Собственно, и рассуждения Леонардо о том, как именно произошел потоп, не являются ни ересью, ни, как утверждают многие, предвестием современной палеонтологии. Стивен Джей Гулд отметил, что многие заметки Леонардо, в том числе и та, что посвящена окаменелостям, «источают дивный аромат современности». Однако далее он показывает, что, по сути, рассуждения Леонардо об окаменелостях и потопе «абсолютно и однозначно лежат в русле Возрождения и позднего Средневековья». Здесь нет ни намека на палеонтологию, которая возникнет в XIX веке; заметки о ракушках на вершинах гор, скорее, попытка подтвердить средневековую концепцию того, что тело есть микрокосм Земли.[398] Так, в рассуждениях Леонардо дыхание сопоставляется с морским приливом и отливом, а биение сердца – с астрономическими единицами времени. До Дарвина еще шагать и шагать.

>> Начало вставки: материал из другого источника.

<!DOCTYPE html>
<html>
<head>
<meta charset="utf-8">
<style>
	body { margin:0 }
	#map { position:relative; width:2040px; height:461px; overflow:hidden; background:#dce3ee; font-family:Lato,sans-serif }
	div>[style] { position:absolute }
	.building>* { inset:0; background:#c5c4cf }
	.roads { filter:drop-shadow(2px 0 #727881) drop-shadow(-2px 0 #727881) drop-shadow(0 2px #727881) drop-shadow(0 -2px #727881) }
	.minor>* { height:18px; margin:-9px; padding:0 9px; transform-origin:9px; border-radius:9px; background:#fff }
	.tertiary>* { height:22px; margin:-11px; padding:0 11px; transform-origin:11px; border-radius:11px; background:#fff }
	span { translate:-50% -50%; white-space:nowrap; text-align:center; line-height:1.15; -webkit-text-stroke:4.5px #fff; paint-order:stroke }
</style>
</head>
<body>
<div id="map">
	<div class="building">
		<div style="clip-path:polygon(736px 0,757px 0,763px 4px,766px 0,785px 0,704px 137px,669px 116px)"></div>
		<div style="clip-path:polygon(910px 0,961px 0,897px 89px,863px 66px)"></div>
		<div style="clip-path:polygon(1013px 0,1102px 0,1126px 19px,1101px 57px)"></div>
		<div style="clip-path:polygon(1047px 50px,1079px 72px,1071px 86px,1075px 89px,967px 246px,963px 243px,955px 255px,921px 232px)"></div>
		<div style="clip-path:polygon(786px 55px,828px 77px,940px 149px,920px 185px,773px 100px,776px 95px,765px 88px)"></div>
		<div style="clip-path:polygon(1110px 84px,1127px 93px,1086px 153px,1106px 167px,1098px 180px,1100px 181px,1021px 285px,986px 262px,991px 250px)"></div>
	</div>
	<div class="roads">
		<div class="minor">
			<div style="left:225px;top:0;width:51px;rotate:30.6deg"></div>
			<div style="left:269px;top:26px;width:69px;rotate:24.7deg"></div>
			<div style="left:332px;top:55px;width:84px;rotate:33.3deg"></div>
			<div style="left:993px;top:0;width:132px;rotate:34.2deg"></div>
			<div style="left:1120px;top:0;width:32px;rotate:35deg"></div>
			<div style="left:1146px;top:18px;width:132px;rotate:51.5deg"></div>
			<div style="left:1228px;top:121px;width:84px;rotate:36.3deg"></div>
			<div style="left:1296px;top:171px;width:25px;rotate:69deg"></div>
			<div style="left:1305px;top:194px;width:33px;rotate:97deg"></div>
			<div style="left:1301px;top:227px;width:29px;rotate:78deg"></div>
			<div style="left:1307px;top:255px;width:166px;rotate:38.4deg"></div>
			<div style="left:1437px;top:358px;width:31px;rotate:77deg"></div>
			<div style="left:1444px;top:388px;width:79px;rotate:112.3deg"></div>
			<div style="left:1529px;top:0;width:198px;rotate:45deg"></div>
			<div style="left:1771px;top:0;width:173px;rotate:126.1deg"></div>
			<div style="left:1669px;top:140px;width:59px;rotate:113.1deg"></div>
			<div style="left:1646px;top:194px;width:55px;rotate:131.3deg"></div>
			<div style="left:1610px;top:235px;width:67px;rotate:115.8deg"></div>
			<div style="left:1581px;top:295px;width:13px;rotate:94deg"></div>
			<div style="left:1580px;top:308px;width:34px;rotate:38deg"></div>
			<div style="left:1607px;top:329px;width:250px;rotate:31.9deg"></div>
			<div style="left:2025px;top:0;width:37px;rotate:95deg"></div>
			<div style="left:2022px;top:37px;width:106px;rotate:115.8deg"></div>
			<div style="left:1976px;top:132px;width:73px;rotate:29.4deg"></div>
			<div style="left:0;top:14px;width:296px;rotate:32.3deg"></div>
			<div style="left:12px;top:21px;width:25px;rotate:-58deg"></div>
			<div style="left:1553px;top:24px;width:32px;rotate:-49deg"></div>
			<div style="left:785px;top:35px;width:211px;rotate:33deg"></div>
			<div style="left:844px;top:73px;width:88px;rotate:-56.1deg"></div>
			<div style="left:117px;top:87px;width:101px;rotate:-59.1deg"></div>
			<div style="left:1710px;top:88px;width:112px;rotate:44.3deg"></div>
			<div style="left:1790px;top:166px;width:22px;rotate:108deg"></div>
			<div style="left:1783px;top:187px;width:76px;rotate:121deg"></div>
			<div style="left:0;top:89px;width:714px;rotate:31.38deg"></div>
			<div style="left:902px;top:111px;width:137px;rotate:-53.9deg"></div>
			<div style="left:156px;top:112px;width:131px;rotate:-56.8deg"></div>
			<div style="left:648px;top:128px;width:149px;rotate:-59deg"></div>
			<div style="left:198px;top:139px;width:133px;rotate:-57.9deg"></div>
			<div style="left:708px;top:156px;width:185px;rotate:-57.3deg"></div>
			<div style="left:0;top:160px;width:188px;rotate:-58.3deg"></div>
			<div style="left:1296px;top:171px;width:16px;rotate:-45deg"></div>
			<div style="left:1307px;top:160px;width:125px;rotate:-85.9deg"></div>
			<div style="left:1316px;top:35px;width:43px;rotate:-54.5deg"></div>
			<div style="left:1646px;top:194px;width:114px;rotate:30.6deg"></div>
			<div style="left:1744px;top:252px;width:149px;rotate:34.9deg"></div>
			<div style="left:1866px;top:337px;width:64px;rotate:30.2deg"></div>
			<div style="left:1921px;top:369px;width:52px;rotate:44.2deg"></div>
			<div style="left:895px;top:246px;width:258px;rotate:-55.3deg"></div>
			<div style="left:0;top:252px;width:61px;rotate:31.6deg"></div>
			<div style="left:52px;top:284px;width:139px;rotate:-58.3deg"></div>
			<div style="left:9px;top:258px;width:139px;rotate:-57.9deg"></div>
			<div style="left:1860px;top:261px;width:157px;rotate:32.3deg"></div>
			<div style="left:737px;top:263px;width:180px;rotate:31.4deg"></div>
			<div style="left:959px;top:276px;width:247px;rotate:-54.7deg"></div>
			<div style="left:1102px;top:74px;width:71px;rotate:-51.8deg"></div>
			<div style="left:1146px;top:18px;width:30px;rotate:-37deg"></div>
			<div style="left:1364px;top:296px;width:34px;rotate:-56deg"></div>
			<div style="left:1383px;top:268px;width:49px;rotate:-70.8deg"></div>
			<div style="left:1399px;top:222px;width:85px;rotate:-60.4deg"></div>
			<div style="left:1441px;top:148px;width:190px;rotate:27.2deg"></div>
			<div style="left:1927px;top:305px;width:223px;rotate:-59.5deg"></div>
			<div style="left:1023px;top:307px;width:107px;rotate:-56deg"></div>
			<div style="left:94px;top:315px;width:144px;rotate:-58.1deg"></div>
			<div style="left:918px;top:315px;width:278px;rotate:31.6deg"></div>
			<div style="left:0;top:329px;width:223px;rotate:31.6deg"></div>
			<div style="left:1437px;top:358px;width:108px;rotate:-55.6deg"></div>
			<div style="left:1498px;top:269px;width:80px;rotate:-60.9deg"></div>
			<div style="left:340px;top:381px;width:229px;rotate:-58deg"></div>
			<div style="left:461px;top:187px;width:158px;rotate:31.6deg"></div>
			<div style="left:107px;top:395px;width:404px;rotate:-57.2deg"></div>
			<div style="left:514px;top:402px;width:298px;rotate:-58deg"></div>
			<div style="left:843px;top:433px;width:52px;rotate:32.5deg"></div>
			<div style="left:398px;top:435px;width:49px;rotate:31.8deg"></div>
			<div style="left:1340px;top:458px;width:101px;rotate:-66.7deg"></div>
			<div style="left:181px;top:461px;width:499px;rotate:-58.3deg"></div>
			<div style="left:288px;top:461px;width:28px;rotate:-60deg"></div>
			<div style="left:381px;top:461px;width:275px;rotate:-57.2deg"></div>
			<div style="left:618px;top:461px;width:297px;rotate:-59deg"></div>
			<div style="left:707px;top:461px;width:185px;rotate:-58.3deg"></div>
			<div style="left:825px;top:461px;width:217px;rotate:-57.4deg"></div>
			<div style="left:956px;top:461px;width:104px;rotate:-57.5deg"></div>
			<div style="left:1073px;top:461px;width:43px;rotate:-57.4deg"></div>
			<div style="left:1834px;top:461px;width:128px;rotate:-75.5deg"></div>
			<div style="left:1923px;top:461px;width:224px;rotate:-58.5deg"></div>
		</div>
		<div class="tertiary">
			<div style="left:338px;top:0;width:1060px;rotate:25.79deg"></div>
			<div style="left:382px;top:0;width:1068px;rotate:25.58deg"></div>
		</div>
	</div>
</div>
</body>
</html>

Потенциально более взрывоопасными были некоторые высказывания Леонардо из области астрономии. Астрономией он интересовался на протяжении всей жизни и некоторое время даже надеялся построить телескоп, чтобы наблюдать за звездами. «Сделай стекла для глаз, чтобы видеть луну большой» – гласит одна из его заметок.[399] В другой записной книжке есть фраза, написанная необычайно крупными буквами: «Il sole nó si move» – «солнце не двигается».